[SUPPLIED INFORMATION]

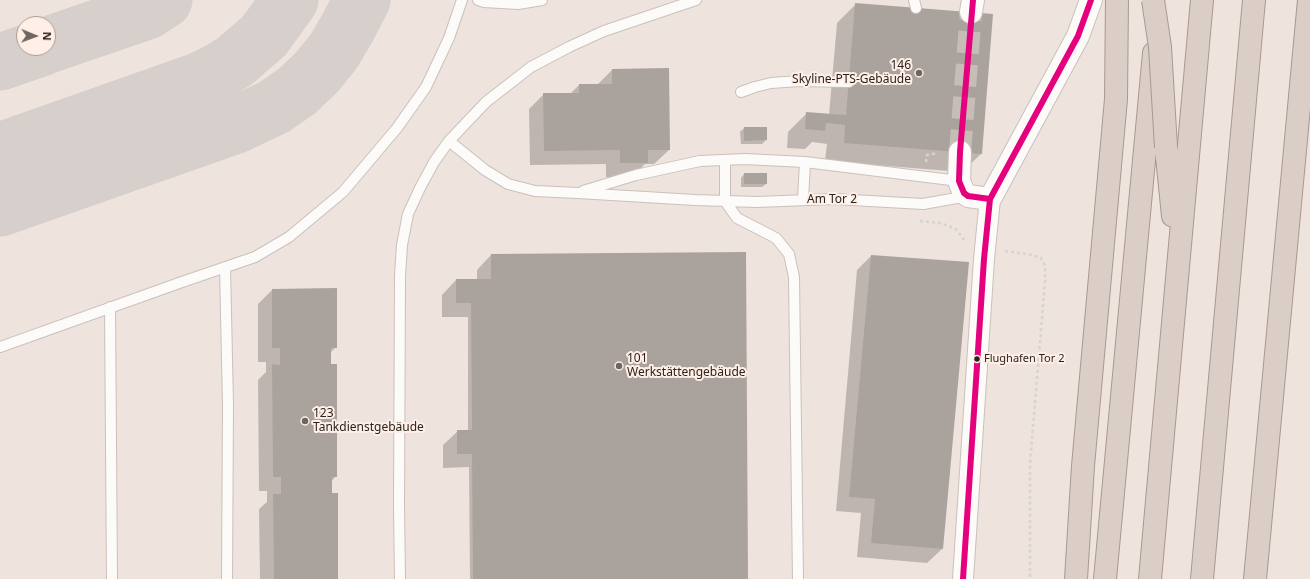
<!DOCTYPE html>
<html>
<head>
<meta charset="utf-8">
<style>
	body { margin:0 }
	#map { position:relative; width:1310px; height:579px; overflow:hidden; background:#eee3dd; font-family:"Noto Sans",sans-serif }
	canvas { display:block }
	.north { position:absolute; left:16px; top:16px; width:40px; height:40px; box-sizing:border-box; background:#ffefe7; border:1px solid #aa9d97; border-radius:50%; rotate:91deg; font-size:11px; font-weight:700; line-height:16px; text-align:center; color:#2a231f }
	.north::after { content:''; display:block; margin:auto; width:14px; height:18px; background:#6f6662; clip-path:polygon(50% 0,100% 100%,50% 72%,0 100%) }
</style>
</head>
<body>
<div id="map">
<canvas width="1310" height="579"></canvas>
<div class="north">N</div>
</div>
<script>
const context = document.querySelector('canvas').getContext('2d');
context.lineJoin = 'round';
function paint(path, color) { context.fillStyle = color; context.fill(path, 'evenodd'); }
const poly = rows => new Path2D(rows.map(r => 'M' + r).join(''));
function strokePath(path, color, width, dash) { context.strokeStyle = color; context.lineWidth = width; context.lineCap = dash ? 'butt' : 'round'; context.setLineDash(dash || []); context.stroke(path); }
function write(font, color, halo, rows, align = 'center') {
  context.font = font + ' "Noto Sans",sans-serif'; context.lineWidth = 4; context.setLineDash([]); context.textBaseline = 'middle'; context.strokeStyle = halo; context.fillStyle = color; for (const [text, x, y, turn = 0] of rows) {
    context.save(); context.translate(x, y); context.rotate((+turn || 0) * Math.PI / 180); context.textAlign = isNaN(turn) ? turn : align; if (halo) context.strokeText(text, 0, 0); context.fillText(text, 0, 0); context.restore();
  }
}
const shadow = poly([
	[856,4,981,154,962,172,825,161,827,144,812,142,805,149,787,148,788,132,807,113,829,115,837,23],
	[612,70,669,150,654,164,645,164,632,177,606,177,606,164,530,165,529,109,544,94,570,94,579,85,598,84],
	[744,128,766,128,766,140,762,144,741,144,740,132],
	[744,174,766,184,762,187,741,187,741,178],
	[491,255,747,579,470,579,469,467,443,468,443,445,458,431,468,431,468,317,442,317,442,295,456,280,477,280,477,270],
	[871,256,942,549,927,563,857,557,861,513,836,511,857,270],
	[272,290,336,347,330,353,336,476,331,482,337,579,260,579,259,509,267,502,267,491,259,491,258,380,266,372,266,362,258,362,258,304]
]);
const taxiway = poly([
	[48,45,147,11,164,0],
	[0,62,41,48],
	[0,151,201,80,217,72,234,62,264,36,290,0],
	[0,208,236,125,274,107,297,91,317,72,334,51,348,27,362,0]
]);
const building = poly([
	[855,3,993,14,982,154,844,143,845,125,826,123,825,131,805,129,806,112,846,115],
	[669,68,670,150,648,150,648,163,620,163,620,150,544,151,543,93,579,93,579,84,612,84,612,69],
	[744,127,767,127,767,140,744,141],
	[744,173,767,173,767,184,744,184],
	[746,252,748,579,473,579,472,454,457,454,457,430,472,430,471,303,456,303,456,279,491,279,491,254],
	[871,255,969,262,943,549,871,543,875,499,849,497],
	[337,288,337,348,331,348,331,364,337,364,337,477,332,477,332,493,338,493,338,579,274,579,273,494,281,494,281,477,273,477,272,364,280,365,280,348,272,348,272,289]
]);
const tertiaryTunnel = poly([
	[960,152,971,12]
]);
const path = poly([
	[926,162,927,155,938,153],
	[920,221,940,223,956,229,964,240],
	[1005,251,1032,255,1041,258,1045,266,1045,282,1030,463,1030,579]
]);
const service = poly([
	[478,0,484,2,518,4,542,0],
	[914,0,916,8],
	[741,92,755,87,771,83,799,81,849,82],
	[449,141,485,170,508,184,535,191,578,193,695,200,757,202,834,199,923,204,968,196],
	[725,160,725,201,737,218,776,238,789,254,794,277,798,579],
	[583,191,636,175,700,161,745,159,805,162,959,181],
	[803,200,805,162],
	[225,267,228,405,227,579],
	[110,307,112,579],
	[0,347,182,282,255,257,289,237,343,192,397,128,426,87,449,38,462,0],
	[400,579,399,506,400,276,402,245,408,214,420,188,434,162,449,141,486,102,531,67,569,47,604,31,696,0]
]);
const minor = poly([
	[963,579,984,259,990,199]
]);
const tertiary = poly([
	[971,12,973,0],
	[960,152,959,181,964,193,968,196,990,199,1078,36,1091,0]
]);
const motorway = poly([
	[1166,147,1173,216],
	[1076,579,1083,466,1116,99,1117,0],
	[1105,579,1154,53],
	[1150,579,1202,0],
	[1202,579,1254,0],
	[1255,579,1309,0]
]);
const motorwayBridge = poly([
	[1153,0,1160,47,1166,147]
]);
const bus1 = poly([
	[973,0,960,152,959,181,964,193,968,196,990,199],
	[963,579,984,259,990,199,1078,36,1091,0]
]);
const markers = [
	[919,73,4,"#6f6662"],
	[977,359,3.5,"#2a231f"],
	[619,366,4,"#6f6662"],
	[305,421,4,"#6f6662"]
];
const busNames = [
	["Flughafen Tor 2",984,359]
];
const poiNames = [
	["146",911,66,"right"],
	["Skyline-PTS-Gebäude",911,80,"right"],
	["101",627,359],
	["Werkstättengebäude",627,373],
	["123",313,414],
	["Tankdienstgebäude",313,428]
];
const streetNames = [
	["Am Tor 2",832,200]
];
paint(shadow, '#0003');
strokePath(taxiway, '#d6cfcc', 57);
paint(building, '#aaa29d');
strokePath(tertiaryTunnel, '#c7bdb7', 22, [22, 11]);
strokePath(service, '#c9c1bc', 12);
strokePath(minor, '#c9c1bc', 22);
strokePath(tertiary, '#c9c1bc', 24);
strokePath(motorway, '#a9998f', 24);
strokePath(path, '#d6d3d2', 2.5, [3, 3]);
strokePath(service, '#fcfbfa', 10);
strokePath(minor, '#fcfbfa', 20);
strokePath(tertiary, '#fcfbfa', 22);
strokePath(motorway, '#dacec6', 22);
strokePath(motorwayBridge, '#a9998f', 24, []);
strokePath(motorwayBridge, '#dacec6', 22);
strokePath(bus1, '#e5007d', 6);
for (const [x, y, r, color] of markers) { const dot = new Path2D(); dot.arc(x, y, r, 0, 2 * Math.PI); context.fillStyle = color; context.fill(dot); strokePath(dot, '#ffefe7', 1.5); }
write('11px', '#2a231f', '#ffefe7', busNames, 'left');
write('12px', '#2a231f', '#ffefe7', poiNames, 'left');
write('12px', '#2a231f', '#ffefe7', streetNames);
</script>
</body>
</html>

[/SUPPLIED INFORMATION]

PROMPT | Everything from the top line of the data down to and including the line with "function write(font, color, halo, rows, align" is to be copied, except the pictures.

RESPONSE TO THIS TASK |
<!DOCTYPE html>
<html>
<head>
<meta charset="utf-8">
<style>
	body { margin:0 }
	#map { position:relative; width:1310px; height:579px; overflow:hidden; background:#eee3dd; font-family:"Noto Sans",sans-serif }
	canvas { display:block }
	.north { position:absolute; left:16px; top:16px; width:40px; height:40px; box-sizing:border-box; background:#ffefe7; border:1px solid #aa9d97; border-radius:50%; rotate:91deg; font-size:11px; font-weight:700; line-height:16px; text-align:center; color:#2a231f }
	.north::after { content:''; display:block; margin:auto; width:14px; height:18px; background:#6f6662; clip-path:polygon(50% 0,100% 100%,50% 72%,0 100%) }
</style>
</head>
<body>
<div id="map">
<canvas width="1310" height="579"></canvas>
<div class="north">N</div>
</div>
<script>
const context = document.querySelector('canvas').getContext('2d');
context.lineJoin = 'round';
function paint(path, color) { context.fillStyle = color; context.fill(path, 'evenodd'); }
const poly = rows => new Path2D(rows.map(r => 'M' + r).join(''));
function strokePath(path, color, width, dash) { context.strokeStyle = color; context.lineWidth = width; context.lineCap = dash ? 'butt' : 'round'; context.setLineDash(dash || []); context.stroke(path); }
function write(font, color, halo, rows, align = 'center') {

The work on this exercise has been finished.